#### [Task requirements]
Check each line of the entries. Copy the ones that contain the string "Магазин".

Dataset entries:
Segment Open

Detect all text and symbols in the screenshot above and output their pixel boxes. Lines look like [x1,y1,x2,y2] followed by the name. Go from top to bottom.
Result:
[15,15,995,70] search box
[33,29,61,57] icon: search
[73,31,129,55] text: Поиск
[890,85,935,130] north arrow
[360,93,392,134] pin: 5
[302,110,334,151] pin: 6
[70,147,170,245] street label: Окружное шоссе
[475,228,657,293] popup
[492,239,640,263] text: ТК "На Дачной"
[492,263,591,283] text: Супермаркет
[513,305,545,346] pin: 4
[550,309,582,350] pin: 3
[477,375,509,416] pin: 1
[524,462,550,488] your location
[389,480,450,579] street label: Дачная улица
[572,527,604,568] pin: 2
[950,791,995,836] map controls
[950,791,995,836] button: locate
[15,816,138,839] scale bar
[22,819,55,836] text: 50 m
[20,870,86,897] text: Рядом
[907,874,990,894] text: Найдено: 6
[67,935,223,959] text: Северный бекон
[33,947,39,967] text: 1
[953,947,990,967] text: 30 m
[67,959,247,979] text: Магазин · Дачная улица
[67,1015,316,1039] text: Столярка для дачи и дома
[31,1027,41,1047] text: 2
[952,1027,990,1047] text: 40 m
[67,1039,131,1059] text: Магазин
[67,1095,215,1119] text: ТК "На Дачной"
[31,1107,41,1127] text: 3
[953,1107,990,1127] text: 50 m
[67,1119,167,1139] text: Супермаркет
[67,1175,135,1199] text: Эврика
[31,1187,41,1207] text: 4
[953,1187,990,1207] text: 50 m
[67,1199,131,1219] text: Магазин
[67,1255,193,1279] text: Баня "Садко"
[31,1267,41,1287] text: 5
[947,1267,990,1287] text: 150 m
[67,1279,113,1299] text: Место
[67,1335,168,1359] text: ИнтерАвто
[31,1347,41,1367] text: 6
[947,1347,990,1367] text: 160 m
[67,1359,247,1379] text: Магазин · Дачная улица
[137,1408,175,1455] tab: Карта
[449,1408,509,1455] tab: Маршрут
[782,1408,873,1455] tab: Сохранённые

Segment Closed

#### [Result for this exercise]
[67,959,247,979] text: Магазин · Дачная улица
[67,1039,131,1059] text: Магазин
[67,1199,131,1219] text: Магазин
[67,1359,247,1379] text: Магазин · Дачная улица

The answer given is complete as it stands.